The polycarbonates are well known commercially available materials which, due to their many advantageous properties, find use as thermoplastic engineering materials. The polycarbonates exhibit, for example, excellent properties of toughness and heat resistance.
However, the polycarbonates are generally susceptible to environmental stress crazing and cracking. Environmental stress crazing and cracking refer to the type of failure which is hastened by the presence of organic solvents such as, for example, gasoline, acetone, heptane and carbon tetrachloride when such solvents are in contact with stressed parts fabricated from aromatic polycarbonate resins. The most significant effect is a loss in impact strength and an increase in brittle type failure.

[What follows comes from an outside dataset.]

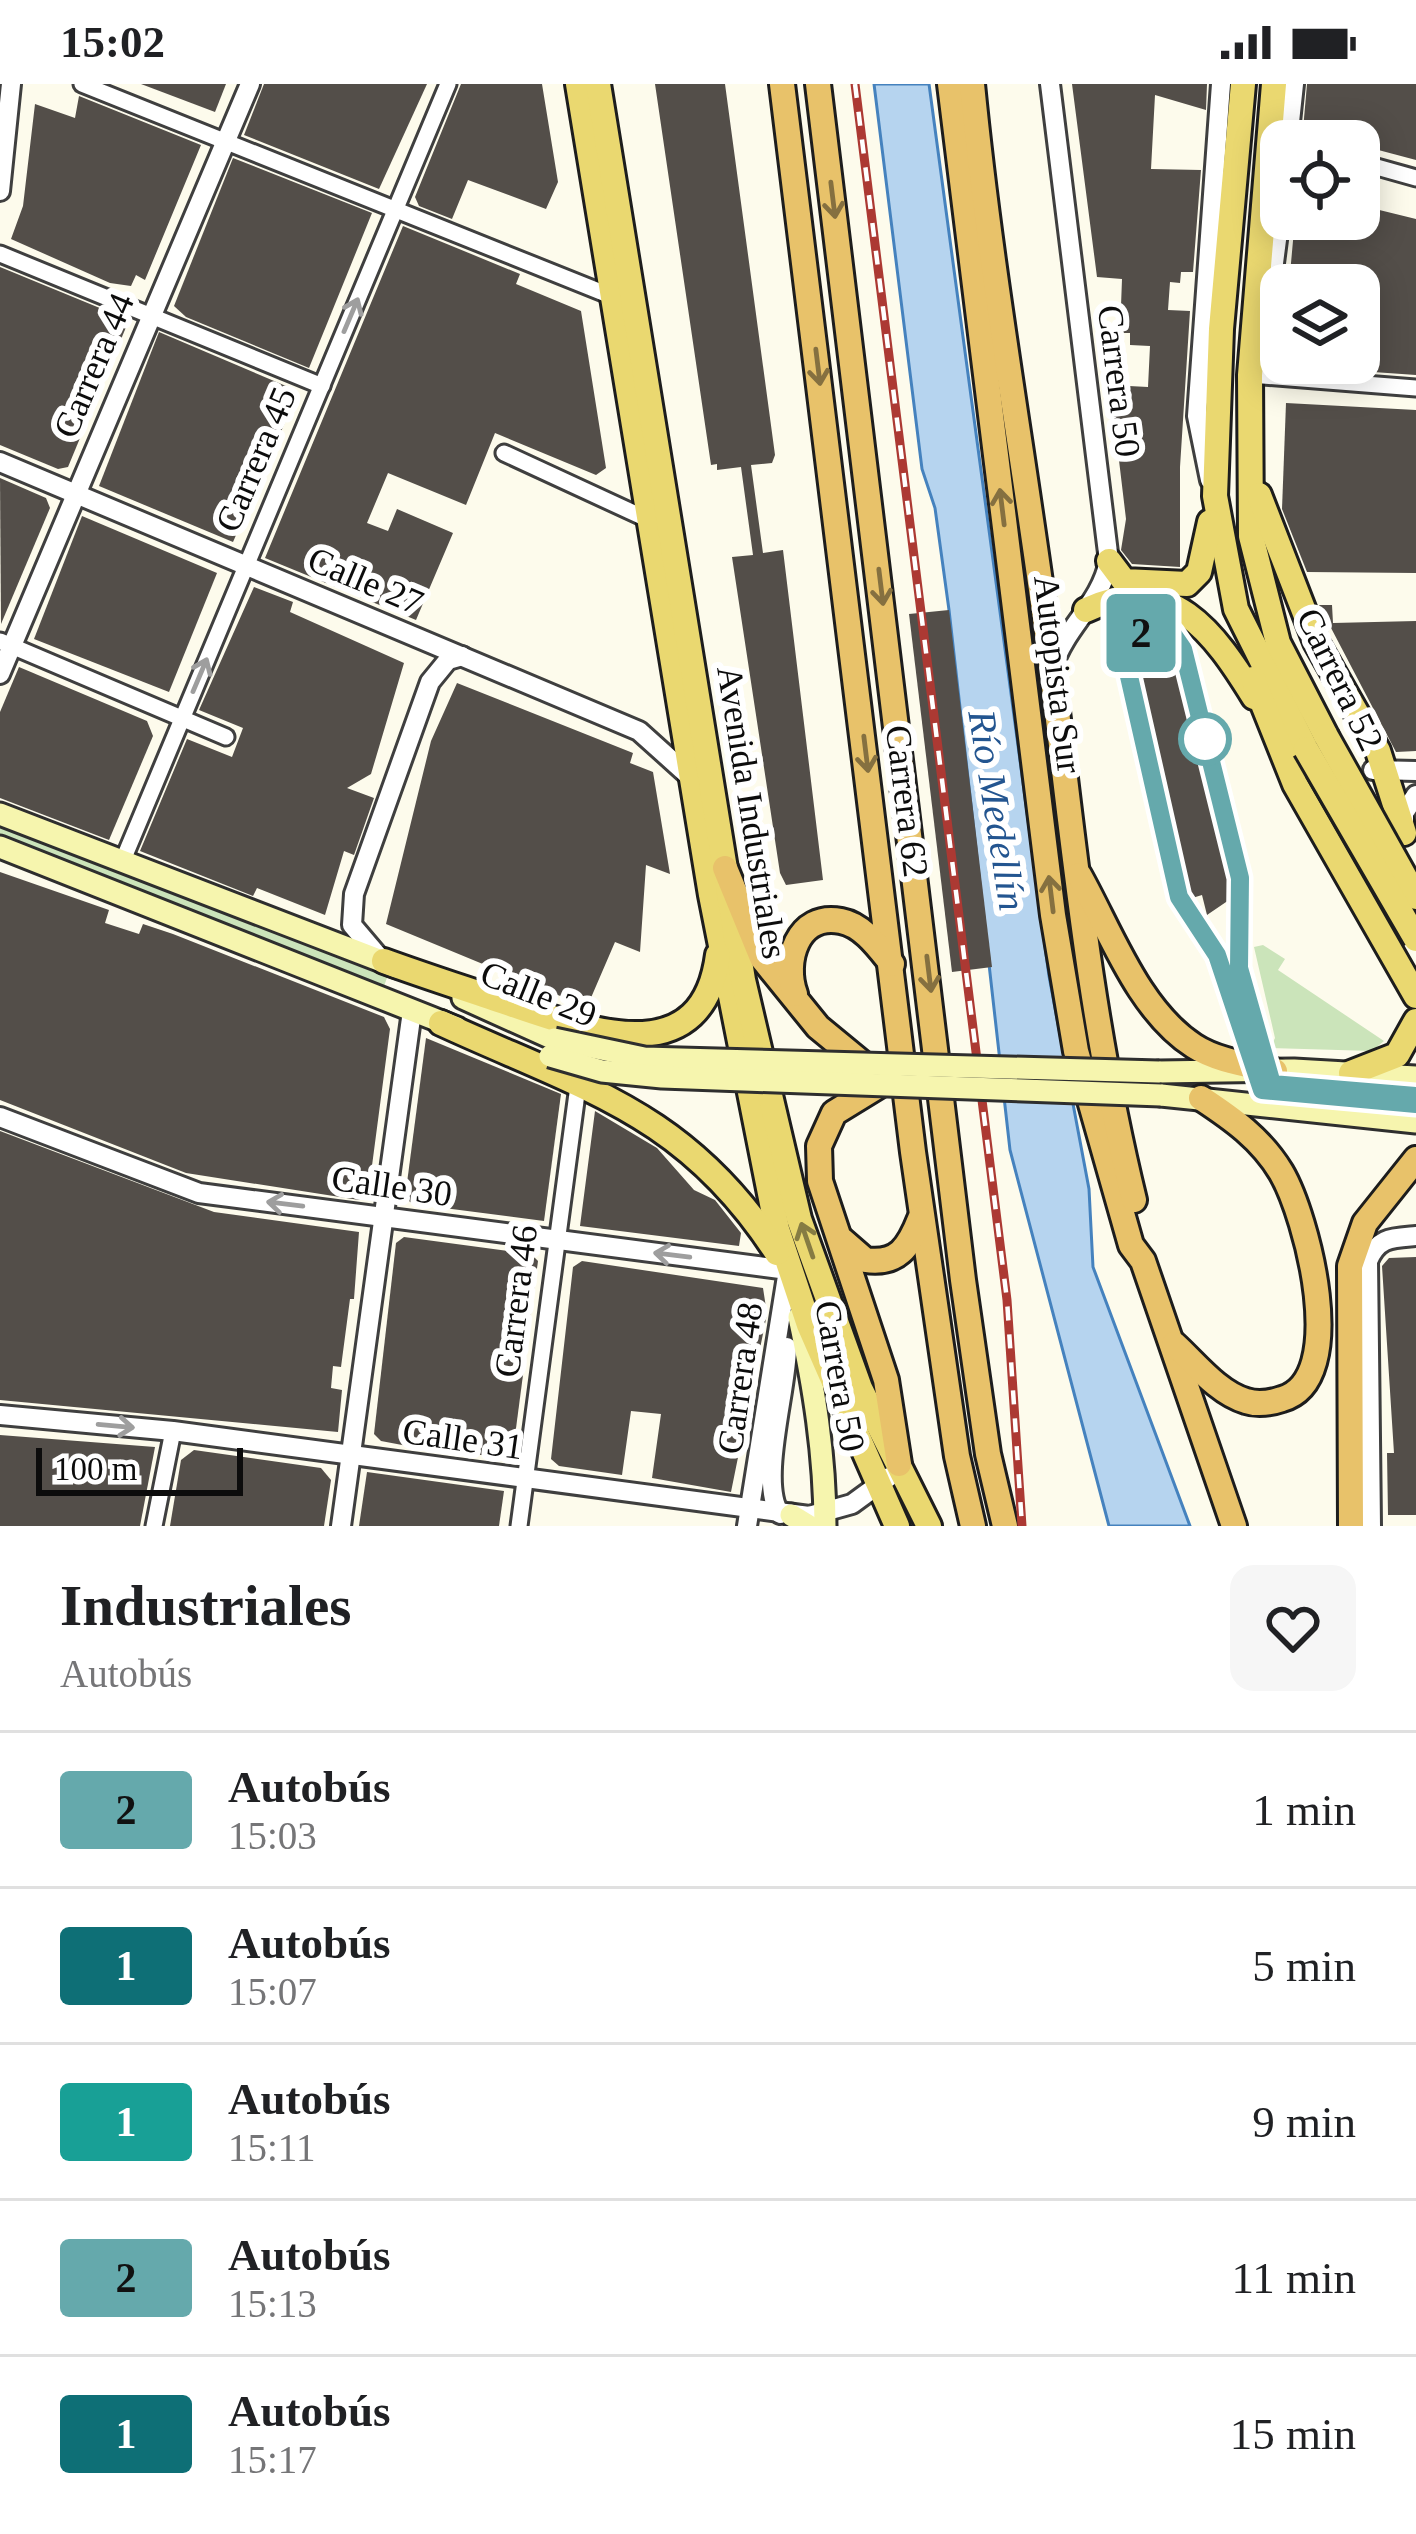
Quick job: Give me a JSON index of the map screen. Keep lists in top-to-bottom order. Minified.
{"streets":{"highway":["Autopista Sur","Carrera 62"],"main road":["Carrera 50","Carrera 52","Avenida Industriales","Calle 29"],"street":["Carrera 44","Carrera 45","Calle 27","Calle 30","Carrera 46","Carrera 48","Calle 31"]},"crossings":[["Carrera 44","Calle 27"],["Carrera 50","Avenida Industriales"],["Carrera 50","Calle 30"],["Carrera 50","Carrera 48"],["Carrera 50","Calle 31"],["Carrera 45","Calle 27"],["Carrera 45","Calle 29"],["Calle 27","Avenida Industriales"],["Calle 27","Calle 29"],["Avenida Industriales","Calle 29"],["Avenida Industriales","Calle 30"],["Avenida Industriales","Carrera 48"],["Calle 30","Carrera 46"],["Calle 30","Carrera 48"],["Carrera 46","Calle 31"],["Carrera 48","Calle 31"]],"one_way":["Carrera 45","Calle 30"],"water":["Río Medellín"],"lines":["bus line 2"],"scale_bar":"100 m","page":{"status":"15:02","on_map":"2","scale":"100 m","heading":["Industriales","Autobús"],"list":[{"mark":"2","name":"Autobús","note":"15:03","value":"1 min"},{"mark":"1","name":"Autobús","note":"15:07","value":"5 min"},{"mark":"1","name":"Autobús","note":"15:11","value":"9 min"},{"mark":"2","name":"Autobús","note":"15:13","value":"11 min"},{"mark":"1","name":"Autobús","note":"15:17","value":"15 min"}]}}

Polycarbonate resins have been blended with other thermoplastic materials such as high molecular weight polymeric glycol esters of terephthalic and/or isophthalic acid and acrylonitrile-butadiene-styrene resins (ABS resins). Mixtures of polycarbonates with ABS graft copolymers are disclosed to have improved impact properties in U.S. Pat. No. 4,172,103. However, it is disclosed in U.S. Pat. Nos. 3,130,177 and 3,825,292 that the impact resistance of polycarbonate resins tends to be lowered when they are blended with ABS resins.
Thus, the blending art, particularly when dealing with polycarbonates, is a generally complex and somewhat unpredictable area where the empirical approach is still generally the rule rather than the exception. Thus, in order to provide useful binary blends of a polycarbonate resin with another resin, the two resins must be compatible to a certain degree, combinable over certain useful concentrations, and the blends should exhibit a combination of the various advantageous properties of the resins rather than the individual properties of the neat resins. The formulation of blends containing three or more different resins is fraught with a much higher degree of complexity and unpredictability.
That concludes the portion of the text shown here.